As a Lancastrian currently "on location" in the south, I found the book humourous, surprisingly educational, fascinating and, most importantly in a book of this genre, down-right enjoyable. All-too-frequently, books whose subject matter tickles the Partisan's fancy descend into biased, stereotypical rants but Stuart Maconie's effort is the polar opposite of that. As an ex-native of Old Trafford, it would have been easy to sneer at the insights into Liverpool and Leeds but Maconie writes in such a way as to dissolve prejudices and instill a desire to actually visit and learn more about those places. Of course there are parts that I disagree with but that's another plus for the book, you'll find yourself nodding to one opinion but slightly frowning at another but that's where Maconie achieves his aim, you think about and subsequently establish your own personal identity with the north! Excellent stuff!
Will southerners enjoy this book? Yes, if they read it in the manner in which it was written. It shouldn't be read in a defensive mind-set (see G Holter above who rather misses the point of Maconie's playful dig at the Millennium Bridge having to close after 2 days because it was wobbling (hence Wobbly Bridge) ), but enjoyed in a way in which all folk familiar with Maconie's work will be accustomed.
I couldn't put it down and was genuinely gutted to finish it.

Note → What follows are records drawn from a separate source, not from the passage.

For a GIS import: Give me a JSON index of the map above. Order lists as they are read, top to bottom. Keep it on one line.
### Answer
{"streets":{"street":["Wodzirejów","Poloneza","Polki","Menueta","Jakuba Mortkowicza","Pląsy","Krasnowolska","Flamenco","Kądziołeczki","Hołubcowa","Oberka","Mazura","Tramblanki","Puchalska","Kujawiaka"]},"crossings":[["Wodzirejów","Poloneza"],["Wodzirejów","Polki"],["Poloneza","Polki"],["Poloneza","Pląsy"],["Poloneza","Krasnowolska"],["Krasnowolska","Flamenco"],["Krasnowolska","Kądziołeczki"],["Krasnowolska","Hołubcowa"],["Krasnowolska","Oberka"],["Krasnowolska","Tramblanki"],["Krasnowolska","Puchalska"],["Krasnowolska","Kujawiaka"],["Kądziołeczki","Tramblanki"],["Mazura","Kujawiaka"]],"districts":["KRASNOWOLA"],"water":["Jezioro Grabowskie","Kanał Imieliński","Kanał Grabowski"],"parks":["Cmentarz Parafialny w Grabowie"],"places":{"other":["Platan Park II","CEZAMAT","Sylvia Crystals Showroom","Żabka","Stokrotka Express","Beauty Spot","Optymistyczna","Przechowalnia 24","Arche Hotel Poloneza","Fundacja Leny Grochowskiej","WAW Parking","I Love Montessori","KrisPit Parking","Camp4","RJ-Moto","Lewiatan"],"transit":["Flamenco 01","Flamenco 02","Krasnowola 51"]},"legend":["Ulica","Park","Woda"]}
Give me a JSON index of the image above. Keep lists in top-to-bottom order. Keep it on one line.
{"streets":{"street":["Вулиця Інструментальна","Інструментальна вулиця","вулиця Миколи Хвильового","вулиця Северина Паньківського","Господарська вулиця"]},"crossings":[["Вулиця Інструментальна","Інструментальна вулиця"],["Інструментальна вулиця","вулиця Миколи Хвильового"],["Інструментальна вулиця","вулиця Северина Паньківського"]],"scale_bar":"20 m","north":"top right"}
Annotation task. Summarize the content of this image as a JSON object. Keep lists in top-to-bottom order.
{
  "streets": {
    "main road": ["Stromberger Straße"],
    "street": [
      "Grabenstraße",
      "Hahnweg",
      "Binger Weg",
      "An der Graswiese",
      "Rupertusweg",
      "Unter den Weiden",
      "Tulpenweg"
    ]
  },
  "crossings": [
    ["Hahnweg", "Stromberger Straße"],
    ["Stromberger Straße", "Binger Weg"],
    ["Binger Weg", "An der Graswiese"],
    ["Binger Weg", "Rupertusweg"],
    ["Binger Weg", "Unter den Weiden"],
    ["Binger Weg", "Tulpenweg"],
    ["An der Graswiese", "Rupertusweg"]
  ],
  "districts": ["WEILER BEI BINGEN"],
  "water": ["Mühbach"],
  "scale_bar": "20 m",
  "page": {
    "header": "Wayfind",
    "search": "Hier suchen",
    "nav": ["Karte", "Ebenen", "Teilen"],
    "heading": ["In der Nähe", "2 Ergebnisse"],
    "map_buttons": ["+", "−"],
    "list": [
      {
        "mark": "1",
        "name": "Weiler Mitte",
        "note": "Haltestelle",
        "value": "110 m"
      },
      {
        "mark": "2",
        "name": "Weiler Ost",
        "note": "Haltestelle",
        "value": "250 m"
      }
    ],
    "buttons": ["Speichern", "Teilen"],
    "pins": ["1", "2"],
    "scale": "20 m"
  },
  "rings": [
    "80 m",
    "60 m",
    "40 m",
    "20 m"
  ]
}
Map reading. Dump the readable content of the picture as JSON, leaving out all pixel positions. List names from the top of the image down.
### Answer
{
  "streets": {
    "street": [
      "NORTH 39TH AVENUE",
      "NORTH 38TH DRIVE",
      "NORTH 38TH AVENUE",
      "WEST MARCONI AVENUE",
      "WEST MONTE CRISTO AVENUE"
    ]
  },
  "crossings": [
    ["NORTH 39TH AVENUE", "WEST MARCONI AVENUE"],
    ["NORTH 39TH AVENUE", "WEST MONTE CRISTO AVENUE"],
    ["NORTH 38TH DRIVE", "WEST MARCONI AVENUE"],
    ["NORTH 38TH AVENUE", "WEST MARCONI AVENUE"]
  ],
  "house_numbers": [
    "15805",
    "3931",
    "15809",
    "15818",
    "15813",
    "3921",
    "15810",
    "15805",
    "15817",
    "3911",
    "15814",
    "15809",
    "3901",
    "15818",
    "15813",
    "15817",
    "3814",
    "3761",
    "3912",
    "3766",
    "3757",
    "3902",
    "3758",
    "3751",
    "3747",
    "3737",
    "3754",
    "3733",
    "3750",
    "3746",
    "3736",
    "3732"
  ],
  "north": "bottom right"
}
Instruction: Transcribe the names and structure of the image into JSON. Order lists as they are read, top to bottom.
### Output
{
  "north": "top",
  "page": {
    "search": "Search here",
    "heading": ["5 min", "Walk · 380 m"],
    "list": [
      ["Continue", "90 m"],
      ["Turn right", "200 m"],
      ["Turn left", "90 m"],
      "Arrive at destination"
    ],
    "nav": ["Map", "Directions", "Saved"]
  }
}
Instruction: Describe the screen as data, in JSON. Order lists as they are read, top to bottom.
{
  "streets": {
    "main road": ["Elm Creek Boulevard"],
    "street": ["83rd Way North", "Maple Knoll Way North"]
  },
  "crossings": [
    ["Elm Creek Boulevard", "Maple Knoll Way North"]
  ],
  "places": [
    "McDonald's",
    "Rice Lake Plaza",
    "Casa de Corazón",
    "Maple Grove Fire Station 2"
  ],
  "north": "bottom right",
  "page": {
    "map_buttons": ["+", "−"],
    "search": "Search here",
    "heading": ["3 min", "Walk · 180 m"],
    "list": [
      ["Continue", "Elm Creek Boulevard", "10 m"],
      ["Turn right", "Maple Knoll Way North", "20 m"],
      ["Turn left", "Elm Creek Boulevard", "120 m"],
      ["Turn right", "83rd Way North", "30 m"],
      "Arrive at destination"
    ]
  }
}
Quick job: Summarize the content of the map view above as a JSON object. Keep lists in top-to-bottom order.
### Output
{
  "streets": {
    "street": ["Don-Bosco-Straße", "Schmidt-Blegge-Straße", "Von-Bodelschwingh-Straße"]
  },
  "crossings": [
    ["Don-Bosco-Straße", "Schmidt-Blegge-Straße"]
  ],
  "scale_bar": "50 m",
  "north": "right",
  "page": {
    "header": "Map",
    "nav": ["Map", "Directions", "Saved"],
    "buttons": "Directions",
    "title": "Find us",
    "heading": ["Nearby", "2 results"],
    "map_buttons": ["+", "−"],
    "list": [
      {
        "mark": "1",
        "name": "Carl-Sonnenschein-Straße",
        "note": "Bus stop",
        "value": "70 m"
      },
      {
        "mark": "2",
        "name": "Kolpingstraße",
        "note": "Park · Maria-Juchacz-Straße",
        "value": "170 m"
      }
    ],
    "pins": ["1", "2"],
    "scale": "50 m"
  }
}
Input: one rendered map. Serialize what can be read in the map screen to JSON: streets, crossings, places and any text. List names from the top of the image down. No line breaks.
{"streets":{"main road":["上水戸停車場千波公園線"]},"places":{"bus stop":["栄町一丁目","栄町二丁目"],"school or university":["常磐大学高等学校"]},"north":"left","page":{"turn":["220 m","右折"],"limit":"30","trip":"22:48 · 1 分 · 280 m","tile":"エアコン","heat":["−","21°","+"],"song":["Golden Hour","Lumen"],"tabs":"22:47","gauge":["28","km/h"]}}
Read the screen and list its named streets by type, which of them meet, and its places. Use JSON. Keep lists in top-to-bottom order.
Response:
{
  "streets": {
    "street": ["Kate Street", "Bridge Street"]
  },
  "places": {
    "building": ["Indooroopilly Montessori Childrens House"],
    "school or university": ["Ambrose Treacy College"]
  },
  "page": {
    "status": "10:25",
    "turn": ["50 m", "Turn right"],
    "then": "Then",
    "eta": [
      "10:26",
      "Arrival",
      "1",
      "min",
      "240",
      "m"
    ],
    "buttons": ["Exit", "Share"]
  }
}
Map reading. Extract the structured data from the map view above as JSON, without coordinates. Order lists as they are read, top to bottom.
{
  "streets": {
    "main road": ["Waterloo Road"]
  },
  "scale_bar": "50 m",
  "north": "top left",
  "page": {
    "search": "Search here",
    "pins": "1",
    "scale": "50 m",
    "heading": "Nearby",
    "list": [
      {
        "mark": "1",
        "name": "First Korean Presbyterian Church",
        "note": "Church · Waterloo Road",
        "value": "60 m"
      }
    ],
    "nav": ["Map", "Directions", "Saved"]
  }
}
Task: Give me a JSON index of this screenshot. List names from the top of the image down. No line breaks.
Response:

5 out of 5 stars Northern Soul   September 18, 2007
Mrs. C. J. Walker (Lancashire, UK)
4 out of 4 found this review helpful

Anyone who has listened to Stuart Maconie on the radio or TV will read this book and hear his accent and the way he rambles on throughout what is, let's face it, just the sort of book many of us would love to write about home. Being from Lancashire has coloured my view of this book but had I been born in Kent or Caithness, I would like to think that I would have still enjoyed it in the same way I enjoyed Bill Bryson's "The Life and Times of the Thunderbolt Kid" and "The Lost Continent" while "Notes from a Small Island" is my favourite by the same logic.

Stuart Maconie acknowledges his petty prejudices against rugby union and the lack of babbies yeds in southern chip shops and uses his own frames of reference (football and music generally) to try to express why he likes where he comes from. But this doesn't limit the book's appeal.

Wherever you come from, if you find yourself heading towards northern England, read this book on the Virgin Pendolino or on during the inevitable M6 traffic jam. Watch out for the lines that will draw attention from your fellow travellers to your snorts of laughter or make you choke on your, erm, skinny latte or bruschetta (overworked the food/coffee stuff a bit Stu).

OK there are a few "senior moments" in it, but I believe they were of the honest type that we all make every day (well, I do anyway...).

For myself, this was a book about my home patch too, from someone of my age, recognising a few shared traits along the way (the Wainwrights on the shelf beside the computer and the pie crumbs on the keyboard giving me away a bit). I enjoyed every page - twice - before hanging it on a nail in t'privvy.